Mille mots de Brian Robbins avec Eddie Murphy (2012)

30 mai 2012

Spider Baby

De nombreux experts refusent d'admettre l'existence du Syndrome de Merrye, appelé ainsi parce qu'il n'a été observé que parmi la descendance d'un certain Ebenesiah Merrye. Cette étrange maladie se caractérise par une régression infantile progressive se manifestant vers l'âge de dix ans et s'aggravant inexorablement tout au long de la vie du malade. On dit même qu'au final la victime régresserait à un stade prénatal, retournant à une condition pré-humaine de sauvagerie et de cannibalisme. Dans une vieille maison de maître reculée et en décomposition, les trois derniers descendants de la famille Merrye vivent en autarcie avec leur tuteur et chauffeur, Bruno (Lon Chaney Jr.), qui promit à leur père de s'occuper d'eux. Un beau jour, deux parents éloignés se rendent dans l'ancienne demeure avec leur avocat afin d'examiner et de revendiquer la propriété comme héritiers légitimes. Le contrôle fragile de Bruno sur les trois enfants Merrye, deux jeunes filles délurées et leur grand frère attardé, va alors se détériorer peu à peu puis totalement céder, pour laisser place au chaos et à la folie pure. Voici donc le résumé de ce film unique en son genre réalisé par Jack Hill.
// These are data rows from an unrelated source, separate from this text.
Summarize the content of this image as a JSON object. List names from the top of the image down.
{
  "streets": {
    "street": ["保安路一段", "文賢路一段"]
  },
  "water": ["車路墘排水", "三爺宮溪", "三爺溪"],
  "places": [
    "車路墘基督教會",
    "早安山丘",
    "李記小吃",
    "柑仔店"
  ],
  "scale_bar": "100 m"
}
Jack Hill occupe une place à part dans le monde étrange et obscur du cinéma bis. Lancée par Roger Corman, sa carrière relativement éphémère et discrète marqua néanmoins le cinéma d’exploitation américain. Cet artisan de la série B signa son plus grand succès en 1973 avec un film de blaxploitation sobrement intitulé Coffy, la panthère noire de Harlem, un polar urbain violent mettant en vedette la plantureuse Pam Grier. Réalisé neuf ans plus tôt, Spider Baby est le film le plus personnel de Jack Hill. Tournée en moins de deux semaines pour un budget de 65 000 dollars, cette œuvre inclassable dont le titre initial était Cannibal Orgy or the Maddest Story Ever Told a failli ne jamais être visible et a dû attendre quatre ans avant d’être découverte par un petit cercle de privilégiés, lors d'une sortie en salles très confidentielle en 1968. Récemment édité en dvd, c’est avec un plaisir sans égal que nous pouvons aujourd’hui redécouvrir ce film au charme si singulier et qui, au fil des ans, a réussi à acquérir une enviable réputation, tout à fait méritée.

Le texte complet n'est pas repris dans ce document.